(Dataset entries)
***

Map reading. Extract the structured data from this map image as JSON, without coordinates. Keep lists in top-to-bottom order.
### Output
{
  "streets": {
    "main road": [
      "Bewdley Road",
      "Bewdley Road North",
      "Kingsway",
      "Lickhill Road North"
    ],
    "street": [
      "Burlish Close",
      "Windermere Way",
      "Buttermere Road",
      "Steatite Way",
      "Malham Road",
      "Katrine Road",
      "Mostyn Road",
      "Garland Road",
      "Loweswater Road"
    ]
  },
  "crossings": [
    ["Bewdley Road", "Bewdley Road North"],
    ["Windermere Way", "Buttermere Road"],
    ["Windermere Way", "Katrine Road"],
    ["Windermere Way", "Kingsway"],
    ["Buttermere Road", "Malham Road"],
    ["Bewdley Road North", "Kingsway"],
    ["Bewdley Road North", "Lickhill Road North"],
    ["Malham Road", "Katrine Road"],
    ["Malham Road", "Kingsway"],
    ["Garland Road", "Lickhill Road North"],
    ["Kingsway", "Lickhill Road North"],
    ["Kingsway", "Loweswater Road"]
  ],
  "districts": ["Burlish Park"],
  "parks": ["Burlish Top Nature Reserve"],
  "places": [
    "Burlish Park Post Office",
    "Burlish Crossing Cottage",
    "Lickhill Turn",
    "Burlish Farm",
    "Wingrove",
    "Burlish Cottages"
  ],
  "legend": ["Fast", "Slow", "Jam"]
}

***

## To do
Please output the complete set of records above without any alteration.

## Result of this task
Map reading. Extract the structured data from this map image as JSON, without coordinates. Keep lists in top-to-bottom order.
### Output
{
  "streets": {
    "main road": [
      "Bewdley Road",
      "Bewdley Road North",
      "Kingsway",
      "Lickhill Road North"
    ],
    "street": [
      "Burlish Close",
      "Windermere Way",
      "Buttermere Road",
      "Steatite Way",
      "Malham Road",
      "Katrine Road",
      "Mostyn Road",
      "Garland Road",
      "Loweswater Road"
    ]
  },
  "crossings": [
    ["Bewdley Road", "Bewdley Road North"],
    ["Windermere Way", "Buttermere Road"],
    ["Windermere Way", "Katrine Road"],
    ["Windermere Way", "Kingsway"],
    ["Buttermere Road", "Malham Road"],
    ["Bewdley Road North", "Kingsway"],
    ["Bewdley Road North", "Lickhill Road North"],
    ["Malham Road", "Katrine Road"],
    ["Malham Road", "Kingsway"],
    ["Garland Road", "Lickhill Road North"],
    ["Kingsway", "Lickhill Road North"],
    ["Kingsway", "Loweswater Road"]
  ],
  "districts": ["Burlish Park"],
  "parks": ["Burlish Top Nature Reserve"],
  "places": [
    "Burlish Park Post Office",
    "Burlish Crossing Cottage",
    "Lickhill Turn",
    "Burlish Farm",
    "Wingrove",
    "Burlish Cottages"
  ],
  "legend": ["Fast", "Slow", "Jam"]
}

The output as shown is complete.